CEDAR Data Model

Version: 1.0 Last Updated: January 2026

Overview

CEDAR uses a normalized data model designed for enrollment analytics in higher education. This model is institution-agnostic - while Cedar was built using MyReports data from UNM, any institution can map their data sources to these tables.

Why a Standardized Model?

Instead of working directly with vendor-specific report formats (MyReports, Banner, Canvas, etc.), CEDAR defines its own data schema with only the columns needed for analytics. This approach:

  • Reduces memory usage by 60-70% (loads only needed columns)
  • Speeds up startup from 10-15 seconds to 3-5 seconds
  • Simplifies code - all analytics reference consistent column names
  • Enables portability - institutions can map their data without changing CEDAR code
  • Improves maintainability - vendor changes don’t break your analytics

Core Tables

CEDAR requires 5 core tables. Each table is described below with:

  • Purpose: What this table represents
  • Key columns: Required fields
  • Optional columns: Helpful but not required
  • Relationships: How it connects to other tables

1. cedar_sections (Course Offerings)

Purpose: One row per course section per term (e.g., MATH 1350-001 in Fall 2025)

Required Columns

These columns are used throughout Cedar code - features will break without them

Column Type Description Example Usage Count
term integer Academic term code 202580 Core filter
crn string Course Reference Number “12345” Section identifier
subject string Subject code “MATH” Subject filter
course_number string Course number “1350” Course identifier
subject_course string Combined subject + course “MATH 1350” 239 references!
section string Section number “001” Section filter
course_title string Course title “Calculus I” Display
campus string Campus code “Main”, “ABQ”, “Online” Filter (34 uses)
college string College code “AS” (Arts & Sciences) Filter (30 uses)
department string Department code “MATH” Filter (58 uses)
instructor_id string Primary instructor ID “123456” FK to faculty
instructor_name string Instructor full name “Smith, John” Instructor filter
enrolled integer Current enrollment 28 Analytics (11 uses)
capacity integer Maximum enrollment 30 Seat analysis
status string Section status “A” (Active), “C” (Cancelled) Active filter
delivery_method string Delivery mode “F2F”, “Online”, “Hybrid” Method filter
level string Course level “lower”, “upper”, “grad” Level filter (75 uses!)
term_type string Term type “fall”, “spring”, “summer” Forecasting (82 uses!)
part_term string Part of term “1H”, “2H”, “FT” Seatfinder analysis
gen_ed_area integer Gen Ed category code 1, 2, 3, 4, 5, 7 Gen Ed filter (19 uses)
is_lab boolean Lab section flag TRUE/FALSE Lab identification
as_of_date date When data was extracted “2025-01-10” Data freshness

Important Notes:

  • subject_course is created by combining subject + course_number (used 239 times!)
  • level, term_type, gen_ed_area, is_lab are derived during parsing but heavily used
  • instructor_name can be derived from first/last name fields if you have those

Optional Columns

Nice to have but not required for core functionality

Column Type Description Example
waitlist_count integer Students on waitlist 5
waitlist_capacity integer Max waitlist size 10
start_date date Section start date “2025-08-20”
end_date date Section end date “2025-12-15”
credits_min numeric Minimum credits 3.0
credits_max numeric Maximum credits 3.0
crosslist_primary boolean Is primary crosslist section TRUE/FALSE
crosslist_group string Crosslist group ID “XL-12345”
room string Room number “MESA 101”
building string Building code “MESA”
days string Meeting days “MWF”
times string Meeting times “10:00AM-10:50AM”
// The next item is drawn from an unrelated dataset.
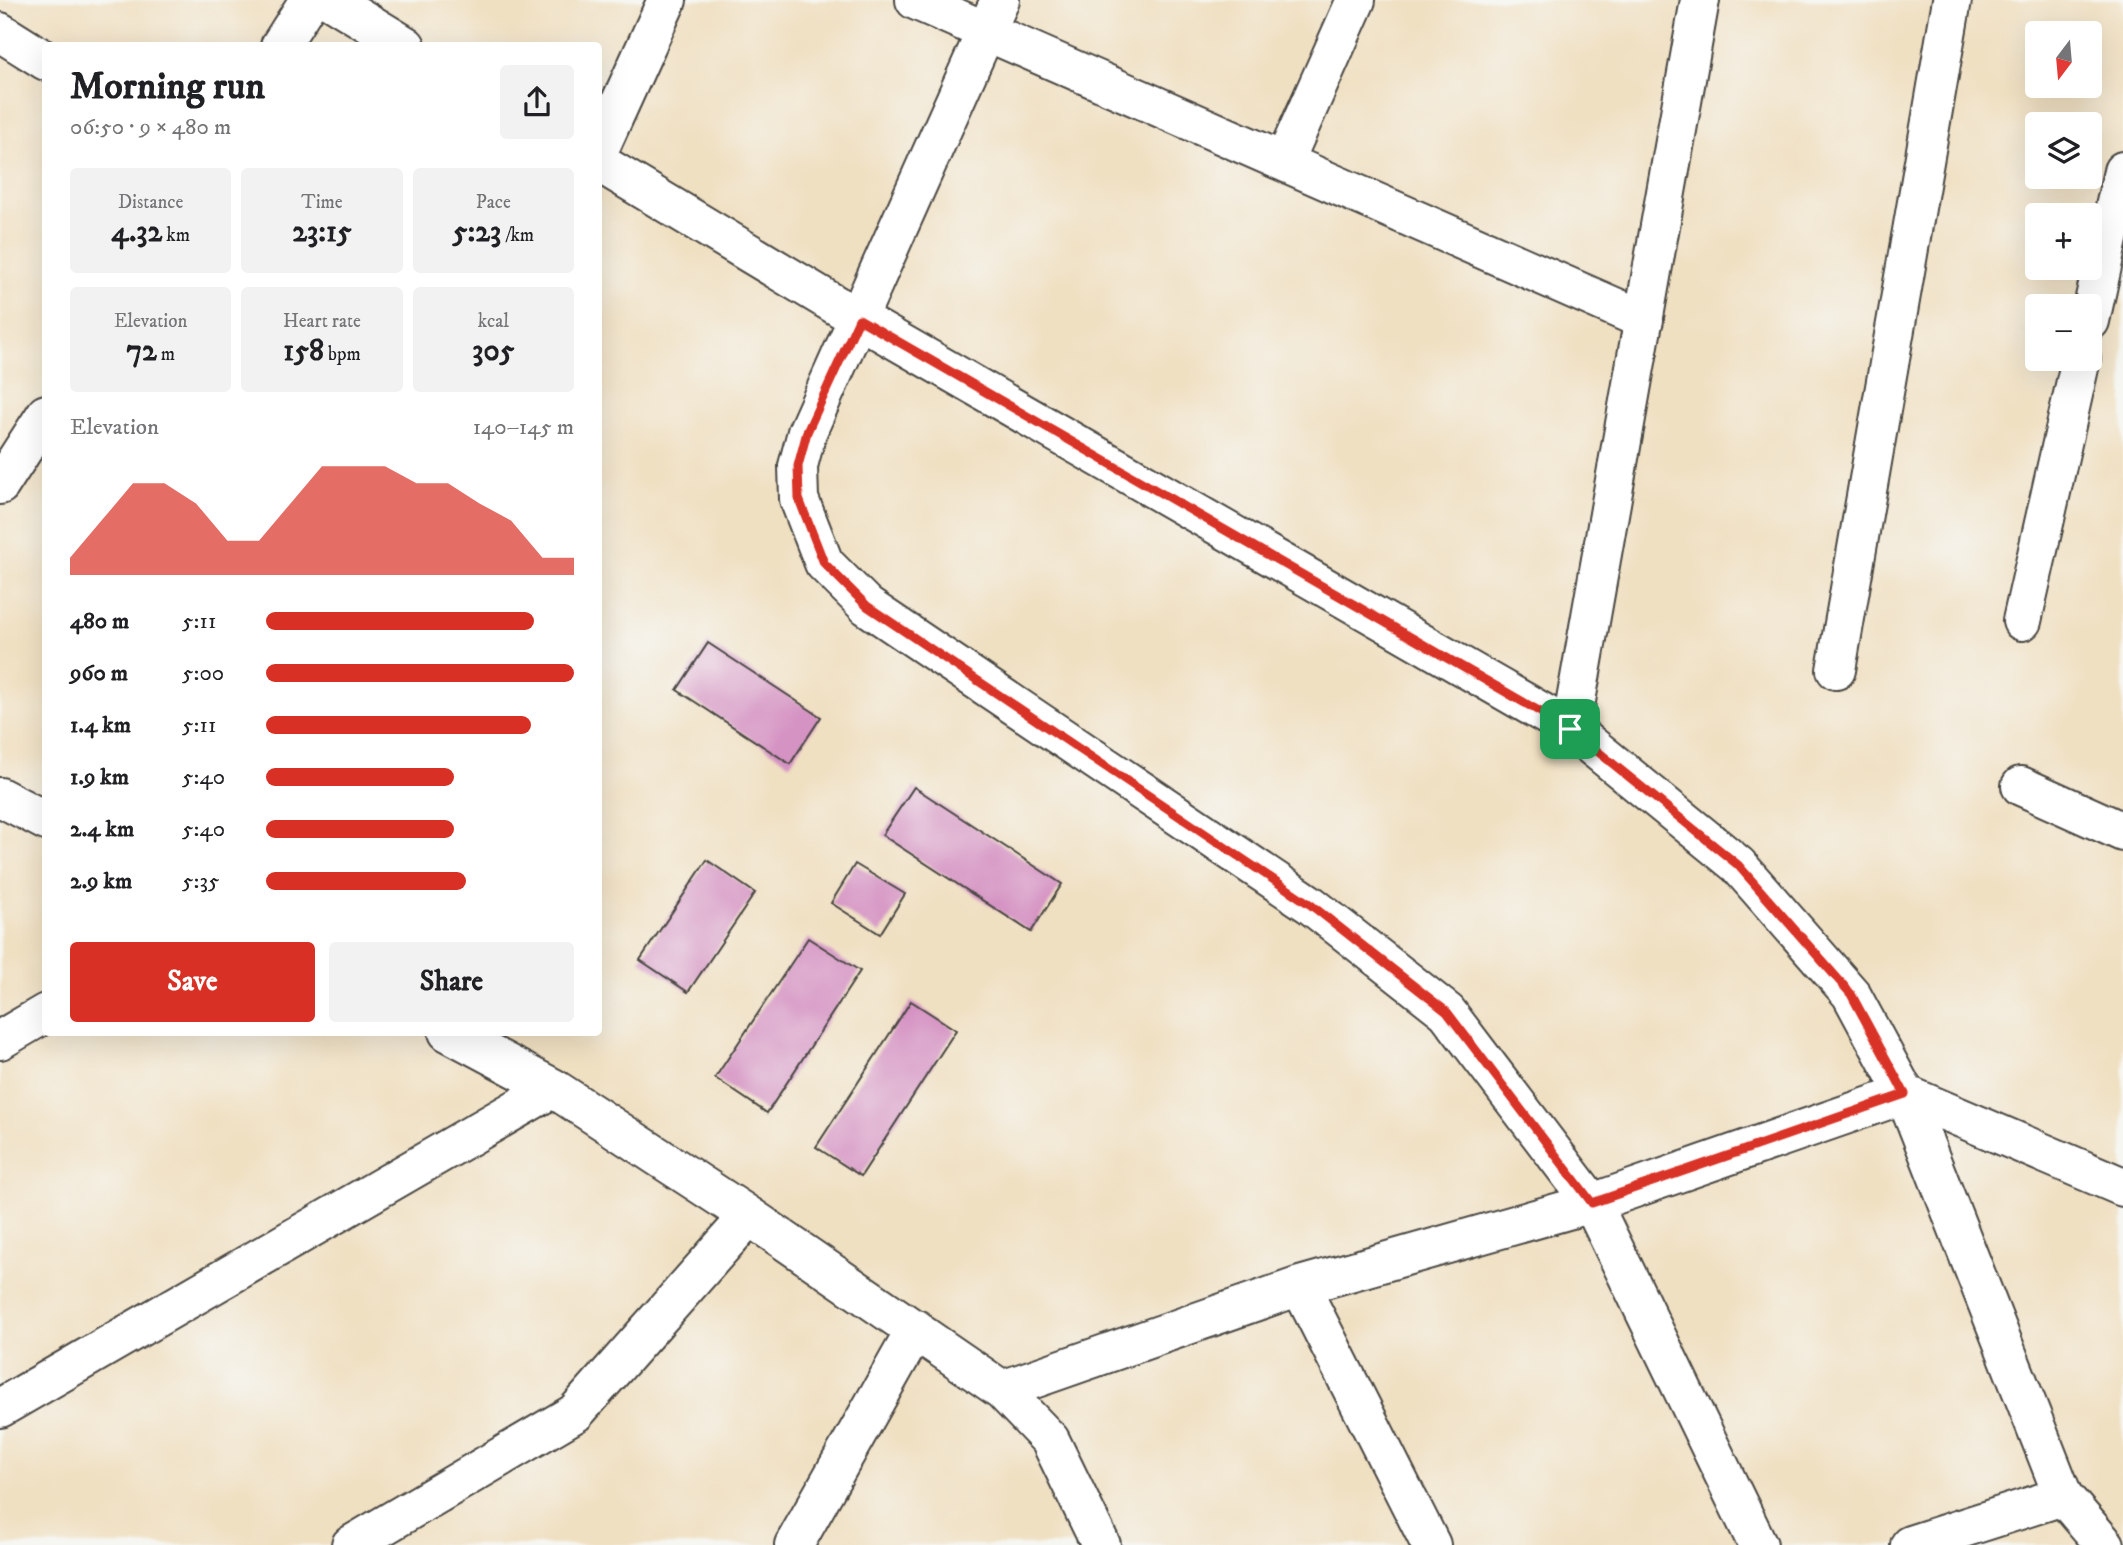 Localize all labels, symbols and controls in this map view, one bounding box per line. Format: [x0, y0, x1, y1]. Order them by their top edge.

Computed Columns (for reference)

These are derived in parsers from other columns. Document how to compute them.

Column How Computed From
level Based on course_number <300=”lower”, 300-499=”upper”, 500-699=”grad”, ≥1000=”lower”
is_lab Check for letter suffix grepl("[A-Z]$", course_number)
term_type From term code last 2 digits 10=”spring”, 60=”summer”, 80=”fall”
gen_ed_area Map course to category Check if subject_course in gen_ed lists
instructor_name Combine name fields paste(last_name, first_name, sep=", ")

2. cedar_students (Student Registrations)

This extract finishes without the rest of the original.